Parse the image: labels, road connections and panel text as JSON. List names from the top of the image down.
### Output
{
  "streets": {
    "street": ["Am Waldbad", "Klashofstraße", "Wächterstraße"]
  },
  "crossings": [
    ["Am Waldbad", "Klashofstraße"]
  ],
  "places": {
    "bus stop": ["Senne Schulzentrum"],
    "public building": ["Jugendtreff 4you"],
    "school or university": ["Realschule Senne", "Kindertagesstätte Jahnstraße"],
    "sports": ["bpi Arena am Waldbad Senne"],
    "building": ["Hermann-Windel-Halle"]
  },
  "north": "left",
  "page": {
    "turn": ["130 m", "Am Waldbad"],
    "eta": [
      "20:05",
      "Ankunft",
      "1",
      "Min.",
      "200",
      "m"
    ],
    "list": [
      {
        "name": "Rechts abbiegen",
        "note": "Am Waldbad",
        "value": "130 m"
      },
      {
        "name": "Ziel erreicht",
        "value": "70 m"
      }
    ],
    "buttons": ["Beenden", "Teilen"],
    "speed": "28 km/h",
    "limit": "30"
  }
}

|---|

# Activity
For this exercise, set down the entire listing above exactly as given.

# Response below
Parse the image: labels, road connections and panel text as JSON. List names from the top of the image down.
### Output
{
  "streets": {
    "street": ["Am Waldbad", "Klashofstraße", "Wächterstraße"]
  },
  "crossings": [
    ["Am Waldbad", "Klashofstraße"]
  ],
  "places": {
    "bus stop": ["Senne Schulzentrum"],
    "public building": ["Jugendtreff 4you"],
    "school or university": ["Realschule Senne", "Kindertagesstätte Jahnstraße"],
    "sports": ["bpi Arena am Waldbad Senne"],
    "building": ["Hermann-Windel-Halle"]
  },
  "north": "left",
  "page": {
    "turn": ["130 m", "Am Waldbad"],
    "eta": [
      "20:05",
      "Ankunft",
      "1",
      "Min.",
      "200",
      "m"
    ],
    "list": [
      {
        "name": "Rechts abbiegen",
        "note": "Am Waldbad",
        "value": "130 m"
      },
      {
        "name": "Ziel erreicht",
        "value": "70 m"
      }
    ],
    "buttons": ["Beenden", "Teilen"],
    "speed": "28 km/h",
    "limit": "30"
  }
}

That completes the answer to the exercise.